» **How to complete this task**:
Please make an exact transcription of all the data that follows.

(Stored items)
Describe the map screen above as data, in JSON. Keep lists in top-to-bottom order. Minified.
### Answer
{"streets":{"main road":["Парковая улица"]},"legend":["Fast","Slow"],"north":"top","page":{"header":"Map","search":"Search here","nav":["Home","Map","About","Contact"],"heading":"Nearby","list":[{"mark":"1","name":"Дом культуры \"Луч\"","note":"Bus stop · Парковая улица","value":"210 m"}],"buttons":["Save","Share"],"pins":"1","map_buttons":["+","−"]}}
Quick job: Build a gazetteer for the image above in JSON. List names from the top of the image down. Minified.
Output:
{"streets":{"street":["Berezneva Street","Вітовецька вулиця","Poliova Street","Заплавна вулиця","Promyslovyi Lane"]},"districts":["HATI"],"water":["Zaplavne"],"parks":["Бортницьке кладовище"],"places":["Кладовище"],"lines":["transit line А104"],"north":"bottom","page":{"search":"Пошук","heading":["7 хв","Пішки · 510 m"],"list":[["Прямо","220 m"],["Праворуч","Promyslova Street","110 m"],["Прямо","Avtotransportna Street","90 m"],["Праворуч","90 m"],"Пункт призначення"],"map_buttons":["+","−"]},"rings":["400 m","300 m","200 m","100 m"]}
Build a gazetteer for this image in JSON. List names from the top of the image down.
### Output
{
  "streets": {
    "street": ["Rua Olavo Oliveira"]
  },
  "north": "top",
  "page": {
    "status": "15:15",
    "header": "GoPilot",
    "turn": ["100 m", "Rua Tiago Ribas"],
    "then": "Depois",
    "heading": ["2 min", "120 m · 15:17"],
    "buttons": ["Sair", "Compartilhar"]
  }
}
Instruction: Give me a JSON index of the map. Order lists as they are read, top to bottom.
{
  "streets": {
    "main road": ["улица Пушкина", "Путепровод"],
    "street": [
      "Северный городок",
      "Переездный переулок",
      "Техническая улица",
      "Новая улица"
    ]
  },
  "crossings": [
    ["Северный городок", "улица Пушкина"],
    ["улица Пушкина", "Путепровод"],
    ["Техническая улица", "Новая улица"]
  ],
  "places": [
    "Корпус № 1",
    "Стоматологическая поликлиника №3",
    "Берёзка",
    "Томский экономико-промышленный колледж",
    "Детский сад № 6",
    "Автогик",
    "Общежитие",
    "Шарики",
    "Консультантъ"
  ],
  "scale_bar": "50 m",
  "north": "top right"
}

» **Your solution**:
Describe the map screen above as data, in JSON. Keep lists in top-to-bottom order. Minified.
### Answer
{"streets":{"main road":["Парковая улица"]},"legend":["Fast","Slow"],"north":"top","page":{"header":"Map","search":"Search here","nav":["Home","Map","About","Contact"],"heading":"Nearby","list":[{"mark":"1","name":"Дом культуры \"Луч\"","note":"Bus stop · Парковая улица","value":"210 m"}],"buttons":["Save","Share"],"pins":"1","map_buttons":["+","−"]}}
Quick job: Build a gazetteer for the image above in JSON. List names from the top of the image down. Minified.
Output:
{"streets":{"street":["Berezneva Street","Вітовецька вулиця","Poliova Street","Заплавна вулиця","Promyslovyi Lane"]},"districts":["HATI"],"water":["Zaplavne"],"parks":["Бортницьке кладовище"],"places":["Кладовище"],"lines":["transit line А104"],"north":"bottom","page":{"search":"Пошук","heading":["7 хв","Пішки · 510 m"],"list":[["Прямо","220 m"],["Праворуч","Promyslova Street","110 m"],["Прямо","Avtotransportna Street","90 m"],["Праворуч","90 m"],"Пункт призначення"],"map_buttons":["+","−"]},"rings":["400 m","300 m","200 m","100 m"]}
Build a gazetteer for this image in JSON. List names from the top of the image down.
### Output
{
  "streets": {
    "street": ["Rua Olavo Oliveira"]
  },
  "north": "top",
  "page": {
    "status": "15:15",
    "header": "GoPilot",
    "turn": ["100 m", "Rua Tiago Ribas"],
    "then": "Depois",
    "heading": ["2 min", "120 m · 15:17"],
    "buttons": ["Sair", "Compartilhar"]
  }
}
Instruction: Give me a JSON index of the map. Order lists as they are read, top to bottom.
{
  "streets": {
    "main road": ["улица Пушкина", "Путепровод"],
    "street": [
      "Северный городок",
      "Переездный переулок",
      "Техническая улица",
      "Новая улица"
    ]
  },
  "crossings": [
    ["Северный городок", "улица Пушкина"],
    ["улица Пушкина", "Путепровод"],
    ["Техническая улица", "Новая улица"]
  ],
  "places": [
    "Корпус № 1",
    "Стоматологическая поликлиника №3",
    "Берёзка",
    "Томский экономико-промышленный колледж",
    "Детский сад № 6",
    "Автогик",
    "Общежитие",
    "Шарики",
    "Консультантъ"
  ],
  "scale_bar": "50 m",
  "north": "top right"
}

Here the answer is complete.